Page 67 of 143

Posted: 2008-03-12 02:13am
by That NOS Guy
The Duchess of Zeon wrote:There's one word, and only one word, that this update made me immediately think of:


WOLVERINES!!!
I'd tell you to go to hell for that remark, but I fear what fic ideas that would inspire :P

Posted: 2008-03-12 03:09am
by JBG
EDward Yee wrote:

"3) Taking a "neutral" stance may allow Humanity to observe the Heavenly "military" in action (against Hell); this means that Humanity would in the future actually proceed in a future conflict with better intel than they did when the baldricks (i.e. Abigor's army) first started coming in. "

We are already fighting hell so we can't be all that neutral. We would hope that Heaven's first military action is indeed against Hell. Heaven is still probably underestimating humans in much the same way that Hell is, though actual action against Heaven cannot at this time be blamed on Humans.

Posted: 2008-03-12 03:17am
by JBG
"I'm pretty sure he meant during the last few centuries with the start of the modern age. Human casualties have been very low in this war, so if it were just that, he wouldn't think anything of it -- remember, World War II dwarfs all subsequent conflicts by an order of magnitude or more."

My first impression was of the great dying off that followed the Message. But that can be seen, by those with long time perspectives, as the period from the American Civil War onwards - industrial then total war. There must be a lot of Russians in Hell!!

BTW, 4 claymores plus semtex is one good way to get attention! Overkill physically but very symbolic!

Jonathan

Posted: 2008-03-12 09:42am
by KlavoHunter
JCady wrote:God is obviously not omniscient here, or He wouldn't have been surprised by the human resistance to Hell.
It is very well possible that Yahweh has some ability to view Earth from Heaven - It is, however, unlikely that he is looking in all places at once, or necessarily understanding what he is seeing.

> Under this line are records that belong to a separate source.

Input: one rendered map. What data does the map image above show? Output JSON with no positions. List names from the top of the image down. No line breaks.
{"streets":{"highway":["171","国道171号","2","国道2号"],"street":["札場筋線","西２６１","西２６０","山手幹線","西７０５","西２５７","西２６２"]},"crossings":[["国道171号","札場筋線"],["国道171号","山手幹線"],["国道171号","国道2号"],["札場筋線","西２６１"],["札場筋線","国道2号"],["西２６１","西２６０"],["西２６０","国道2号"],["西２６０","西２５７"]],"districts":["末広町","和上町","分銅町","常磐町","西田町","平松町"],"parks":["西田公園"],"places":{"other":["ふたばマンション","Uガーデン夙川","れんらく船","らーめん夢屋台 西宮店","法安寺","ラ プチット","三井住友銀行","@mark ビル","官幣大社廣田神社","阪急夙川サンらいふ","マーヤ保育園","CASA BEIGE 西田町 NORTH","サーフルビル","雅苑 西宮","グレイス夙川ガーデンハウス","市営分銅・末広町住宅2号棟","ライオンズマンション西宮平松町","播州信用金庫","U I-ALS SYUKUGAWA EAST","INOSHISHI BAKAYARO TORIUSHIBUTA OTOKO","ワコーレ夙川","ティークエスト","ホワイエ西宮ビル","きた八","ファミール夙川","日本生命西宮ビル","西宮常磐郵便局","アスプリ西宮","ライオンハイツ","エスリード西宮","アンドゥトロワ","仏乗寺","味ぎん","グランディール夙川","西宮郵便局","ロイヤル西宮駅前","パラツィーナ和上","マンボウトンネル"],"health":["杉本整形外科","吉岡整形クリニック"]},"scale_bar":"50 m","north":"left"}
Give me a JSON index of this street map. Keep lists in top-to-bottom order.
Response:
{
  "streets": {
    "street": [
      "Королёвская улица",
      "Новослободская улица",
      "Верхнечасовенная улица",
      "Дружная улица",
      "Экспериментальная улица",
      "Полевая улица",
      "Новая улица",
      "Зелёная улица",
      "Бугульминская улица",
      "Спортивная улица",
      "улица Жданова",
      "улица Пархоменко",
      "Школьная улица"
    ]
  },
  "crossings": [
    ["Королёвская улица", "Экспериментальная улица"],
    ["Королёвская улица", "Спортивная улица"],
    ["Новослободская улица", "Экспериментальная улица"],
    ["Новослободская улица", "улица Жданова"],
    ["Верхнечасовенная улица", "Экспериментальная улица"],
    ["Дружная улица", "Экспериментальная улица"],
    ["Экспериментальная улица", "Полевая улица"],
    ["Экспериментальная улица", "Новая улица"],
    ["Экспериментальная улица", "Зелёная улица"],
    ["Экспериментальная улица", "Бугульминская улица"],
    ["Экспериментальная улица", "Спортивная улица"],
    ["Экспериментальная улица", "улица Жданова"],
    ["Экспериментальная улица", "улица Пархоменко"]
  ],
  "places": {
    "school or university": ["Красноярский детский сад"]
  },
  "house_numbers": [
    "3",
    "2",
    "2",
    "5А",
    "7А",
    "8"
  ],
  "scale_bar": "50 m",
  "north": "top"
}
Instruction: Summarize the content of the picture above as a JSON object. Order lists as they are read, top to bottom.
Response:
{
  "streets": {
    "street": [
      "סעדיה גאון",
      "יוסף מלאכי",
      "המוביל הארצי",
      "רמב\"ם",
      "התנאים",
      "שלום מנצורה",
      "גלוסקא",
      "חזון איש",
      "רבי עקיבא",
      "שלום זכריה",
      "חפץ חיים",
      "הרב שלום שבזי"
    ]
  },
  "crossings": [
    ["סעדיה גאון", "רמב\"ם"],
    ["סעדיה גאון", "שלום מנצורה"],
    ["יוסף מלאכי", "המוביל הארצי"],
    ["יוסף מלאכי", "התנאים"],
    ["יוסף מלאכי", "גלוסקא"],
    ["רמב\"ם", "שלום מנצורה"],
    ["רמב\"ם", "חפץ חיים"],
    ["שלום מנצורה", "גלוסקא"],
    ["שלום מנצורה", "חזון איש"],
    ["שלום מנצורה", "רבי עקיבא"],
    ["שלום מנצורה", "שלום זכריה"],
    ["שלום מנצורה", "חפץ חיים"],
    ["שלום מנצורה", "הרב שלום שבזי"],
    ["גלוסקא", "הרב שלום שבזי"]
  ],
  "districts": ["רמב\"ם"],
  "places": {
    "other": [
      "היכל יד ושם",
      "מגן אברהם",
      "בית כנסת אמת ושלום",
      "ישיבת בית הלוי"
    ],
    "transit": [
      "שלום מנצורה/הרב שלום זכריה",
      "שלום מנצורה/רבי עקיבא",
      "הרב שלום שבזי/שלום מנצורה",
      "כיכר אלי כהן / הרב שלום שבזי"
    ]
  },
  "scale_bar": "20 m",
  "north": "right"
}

Posted: 2008-03-12 09:43am
by Surlethe
JBG wrote:"I'm pretty sure he meant during the last few centuries with the start of the modern age. Human casualties have been very low in this war, so if it were just that, he wouldn't think anything of it -- remember, World War II dwarfs all subsequent conflicts by an order of magnitude or more."

My first impression was of the great dying off that followed the Message. But that can be seen, by those with long time perspectives, as the period from the American Civil War onwards - industrial then total war. There must be a lot of Russians in Hell!!
Not even from the American Civil War onward; he's referring more broadly to the upsurge in deaths that follows the upsurge in total human population. Remember, human population didn't really start growing all that much until the 1700s, and then it started exploding (which it still is today, causing a host of problems -- but those are the topic for other threads).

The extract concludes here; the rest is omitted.